Activity
Your reply should be made up of every line in the records below that holds the string "inset".

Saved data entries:

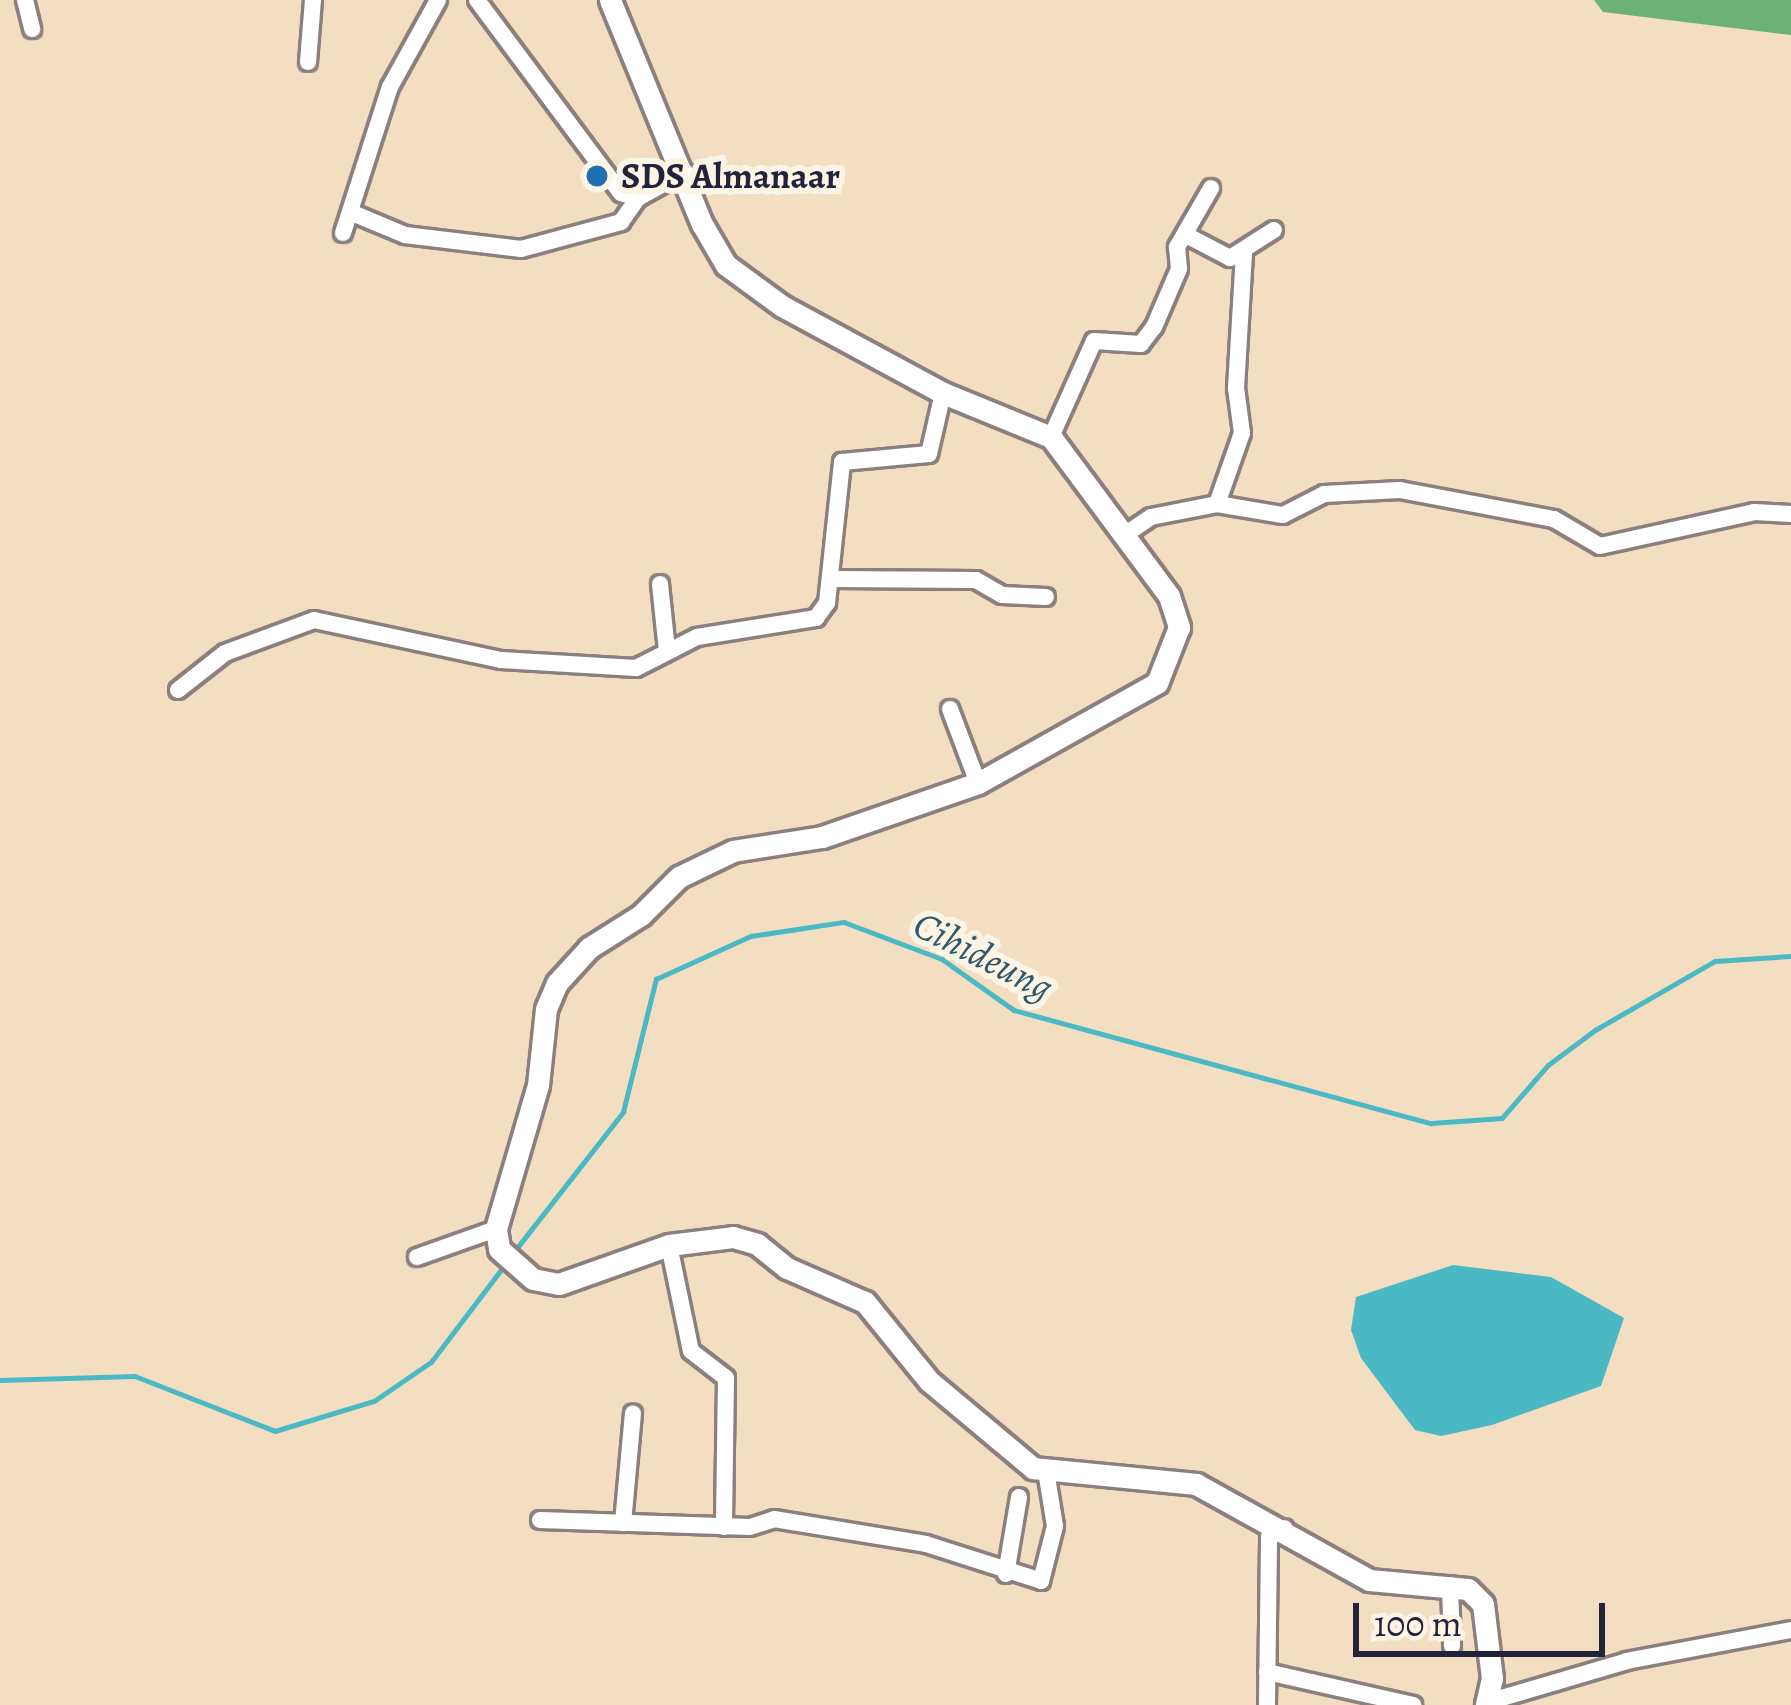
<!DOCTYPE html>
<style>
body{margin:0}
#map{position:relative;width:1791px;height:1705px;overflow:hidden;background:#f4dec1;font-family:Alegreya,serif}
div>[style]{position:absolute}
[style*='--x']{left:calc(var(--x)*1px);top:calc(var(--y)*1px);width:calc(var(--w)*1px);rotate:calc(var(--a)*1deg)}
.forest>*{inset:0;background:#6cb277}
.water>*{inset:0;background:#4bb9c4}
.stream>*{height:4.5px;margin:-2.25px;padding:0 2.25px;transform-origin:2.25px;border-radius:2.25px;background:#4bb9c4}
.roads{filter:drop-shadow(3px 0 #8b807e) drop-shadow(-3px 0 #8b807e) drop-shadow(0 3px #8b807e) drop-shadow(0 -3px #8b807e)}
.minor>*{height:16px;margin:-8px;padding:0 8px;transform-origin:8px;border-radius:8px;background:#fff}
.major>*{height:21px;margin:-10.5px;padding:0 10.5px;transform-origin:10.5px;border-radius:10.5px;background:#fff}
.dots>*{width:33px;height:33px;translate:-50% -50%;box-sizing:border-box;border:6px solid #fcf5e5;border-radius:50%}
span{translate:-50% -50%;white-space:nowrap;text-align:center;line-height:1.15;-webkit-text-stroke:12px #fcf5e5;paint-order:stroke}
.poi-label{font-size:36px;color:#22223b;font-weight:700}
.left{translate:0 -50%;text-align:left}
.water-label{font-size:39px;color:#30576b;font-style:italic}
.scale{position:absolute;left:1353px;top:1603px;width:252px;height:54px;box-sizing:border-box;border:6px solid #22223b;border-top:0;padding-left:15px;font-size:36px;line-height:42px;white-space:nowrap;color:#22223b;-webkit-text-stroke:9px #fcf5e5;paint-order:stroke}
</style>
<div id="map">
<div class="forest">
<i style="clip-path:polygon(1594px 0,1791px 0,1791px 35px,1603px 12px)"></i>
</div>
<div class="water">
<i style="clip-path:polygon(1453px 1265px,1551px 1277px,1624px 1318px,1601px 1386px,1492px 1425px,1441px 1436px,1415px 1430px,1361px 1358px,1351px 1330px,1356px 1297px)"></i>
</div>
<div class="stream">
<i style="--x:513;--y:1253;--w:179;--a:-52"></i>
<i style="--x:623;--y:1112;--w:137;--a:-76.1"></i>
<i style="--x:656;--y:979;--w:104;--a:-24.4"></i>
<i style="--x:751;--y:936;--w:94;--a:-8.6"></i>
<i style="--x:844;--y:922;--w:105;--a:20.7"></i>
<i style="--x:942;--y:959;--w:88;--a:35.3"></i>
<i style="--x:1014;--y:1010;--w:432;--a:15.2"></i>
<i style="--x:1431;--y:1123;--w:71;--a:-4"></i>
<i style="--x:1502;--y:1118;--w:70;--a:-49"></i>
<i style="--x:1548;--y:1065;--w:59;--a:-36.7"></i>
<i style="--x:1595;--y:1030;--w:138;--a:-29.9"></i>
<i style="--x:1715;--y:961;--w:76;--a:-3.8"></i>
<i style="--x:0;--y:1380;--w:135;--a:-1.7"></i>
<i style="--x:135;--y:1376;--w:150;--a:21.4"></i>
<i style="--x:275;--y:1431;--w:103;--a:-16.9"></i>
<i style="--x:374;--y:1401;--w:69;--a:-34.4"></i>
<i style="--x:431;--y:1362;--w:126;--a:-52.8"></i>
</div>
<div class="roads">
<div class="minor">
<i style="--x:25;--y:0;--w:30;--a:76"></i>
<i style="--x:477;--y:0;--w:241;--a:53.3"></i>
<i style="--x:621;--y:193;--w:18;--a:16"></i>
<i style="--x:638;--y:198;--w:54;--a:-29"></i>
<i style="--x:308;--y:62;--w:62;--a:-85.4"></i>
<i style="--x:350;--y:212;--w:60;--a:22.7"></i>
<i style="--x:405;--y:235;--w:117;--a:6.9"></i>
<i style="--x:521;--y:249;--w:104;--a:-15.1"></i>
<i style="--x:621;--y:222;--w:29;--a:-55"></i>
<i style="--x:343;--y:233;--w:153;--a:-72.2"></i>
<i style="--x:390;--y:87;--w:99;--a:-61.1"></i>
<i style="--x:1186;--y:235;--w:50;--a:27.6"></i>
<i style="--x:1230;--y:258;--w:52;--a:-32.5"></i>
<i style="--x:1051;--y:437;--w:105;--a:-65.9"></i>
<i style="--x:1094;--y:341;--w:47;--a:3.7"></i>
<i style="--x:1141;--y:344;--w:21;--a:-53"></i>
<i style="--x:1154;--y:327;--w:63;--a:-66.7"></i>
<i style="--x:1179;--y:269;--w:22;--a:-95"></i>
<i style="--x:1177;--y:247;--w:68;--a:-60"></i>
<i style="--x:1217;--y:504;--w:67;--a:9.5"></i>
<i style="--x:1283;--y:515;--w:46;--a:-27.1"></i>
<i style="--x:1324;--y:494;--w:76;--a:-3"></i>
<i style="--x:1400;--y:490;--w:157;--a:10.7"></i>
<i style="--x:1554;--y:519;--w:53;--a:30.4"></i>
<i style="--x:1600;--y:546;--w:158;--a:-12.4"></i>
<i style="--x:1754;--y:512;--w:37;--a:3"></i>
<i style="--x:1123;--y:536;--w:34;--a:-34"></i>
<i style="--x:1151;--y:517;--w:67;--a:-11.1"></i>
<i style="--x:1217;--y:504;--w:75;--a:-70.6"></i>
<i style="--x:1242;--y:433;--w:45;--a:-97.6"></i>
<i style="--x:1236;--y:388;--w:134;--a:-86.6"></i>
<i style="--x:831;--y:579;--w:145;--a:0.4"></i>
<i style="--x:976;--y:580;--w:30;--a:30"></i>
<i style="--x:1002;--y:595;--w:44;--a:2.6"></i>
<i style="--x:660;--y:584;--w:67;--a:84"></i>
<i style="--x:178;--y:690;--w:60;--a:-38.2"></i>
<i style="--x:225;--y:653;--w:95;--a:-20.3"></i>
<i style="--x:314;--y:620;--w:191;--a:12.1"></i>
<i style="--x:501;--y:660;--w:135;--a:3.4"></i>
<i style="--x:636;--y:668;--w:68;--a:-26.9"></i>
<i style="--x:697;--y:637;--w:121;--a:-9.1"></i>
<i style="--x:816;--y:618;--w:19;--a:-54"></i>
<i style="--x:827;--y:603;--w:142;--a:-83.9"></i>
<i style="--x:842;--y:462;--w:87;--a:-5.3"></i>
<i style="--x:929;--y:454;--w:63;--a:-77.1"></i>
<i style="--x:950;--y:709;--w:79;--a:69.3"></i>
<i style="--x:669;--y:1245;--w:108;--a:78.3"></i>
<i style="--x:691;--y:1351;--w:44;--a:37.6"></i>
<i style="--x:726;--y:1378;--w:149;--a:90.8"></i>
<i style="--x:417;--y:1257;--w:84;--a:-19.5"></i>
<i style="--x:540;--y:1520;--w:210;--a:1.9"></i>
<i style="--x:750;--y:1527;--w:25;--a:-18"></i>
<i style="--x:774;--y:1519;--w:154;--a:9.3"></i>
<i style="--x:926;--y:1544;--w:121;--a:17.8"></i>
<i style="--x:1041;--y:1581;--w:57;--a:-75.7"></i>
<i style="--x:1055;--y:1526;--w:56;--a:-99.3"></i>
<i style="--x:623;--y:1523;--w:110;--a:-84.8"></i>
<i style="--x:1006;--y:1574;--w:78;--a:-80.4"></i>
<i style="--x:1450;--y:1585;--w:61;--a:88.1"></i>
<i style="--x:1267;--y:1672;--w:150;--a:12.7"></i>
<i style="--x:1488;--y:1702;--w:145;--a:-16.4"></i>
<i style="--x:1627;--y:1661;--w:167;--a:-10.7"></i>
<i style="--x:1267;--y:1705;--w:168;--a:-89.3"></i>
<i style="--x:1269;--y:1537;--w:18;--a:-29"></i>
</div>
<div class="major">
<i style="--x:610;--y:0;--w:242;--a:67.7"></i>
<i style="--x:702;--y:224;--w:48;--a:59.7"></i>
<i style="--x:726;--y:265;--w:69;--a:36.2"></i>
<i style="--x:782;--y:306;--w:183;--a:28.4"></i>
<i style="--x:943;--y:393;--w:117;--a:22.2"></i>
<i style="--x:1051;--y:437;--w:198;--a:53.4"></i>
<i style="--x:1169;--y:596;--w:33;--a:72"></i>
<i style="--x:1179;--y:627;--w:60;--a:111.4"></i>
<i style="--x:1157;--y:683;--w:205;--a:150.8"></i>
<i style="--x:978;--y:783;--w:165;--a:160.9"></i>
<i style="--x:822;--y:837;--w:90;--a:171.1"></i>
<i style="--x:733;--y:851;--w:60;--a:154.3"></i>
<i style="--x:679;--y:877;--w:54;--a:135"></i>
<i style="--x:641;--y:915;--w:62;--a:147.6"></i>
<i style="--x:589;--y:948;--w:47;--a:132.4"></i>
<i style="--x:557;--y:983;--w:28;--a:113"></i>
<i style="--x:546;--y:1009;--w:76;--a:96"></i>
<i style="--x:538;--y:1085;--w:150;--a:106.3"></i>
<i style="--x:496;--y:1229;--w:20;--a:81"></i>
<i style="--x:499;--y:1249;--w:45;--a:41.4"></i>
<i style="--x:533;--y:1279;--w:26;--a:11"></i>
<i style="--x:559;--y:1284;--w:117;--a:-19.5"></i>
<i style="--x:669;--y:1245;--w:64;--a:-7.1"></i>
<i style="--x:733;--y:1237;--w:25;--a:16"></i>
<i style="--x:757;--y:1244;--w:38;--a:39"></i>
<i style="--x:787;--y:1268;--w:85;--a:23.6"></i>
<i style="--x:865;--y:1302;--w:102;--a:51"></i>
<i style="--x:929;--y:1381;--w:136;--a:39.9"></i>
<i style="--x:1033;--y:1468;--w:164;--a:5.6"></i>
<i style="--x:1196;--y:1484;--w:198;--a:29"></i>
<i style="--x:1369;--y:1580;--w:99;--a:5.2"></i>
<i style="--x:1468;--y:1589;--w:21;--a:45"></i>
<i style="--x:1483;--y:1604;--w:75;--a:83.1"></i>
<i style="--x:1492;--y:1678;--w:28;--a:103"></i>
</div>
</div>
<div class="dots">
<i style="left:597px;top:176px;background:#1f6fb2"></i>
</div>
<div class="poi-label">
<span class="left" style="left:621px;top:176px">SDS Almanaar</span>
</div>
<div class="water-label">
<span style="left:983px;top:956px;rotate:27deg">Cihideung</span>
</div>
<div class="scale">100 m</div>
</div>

Answer to the problem
.forest>*{inset:0;background:#6cb277}
.water>*{inset:0;background:#4bb9c4}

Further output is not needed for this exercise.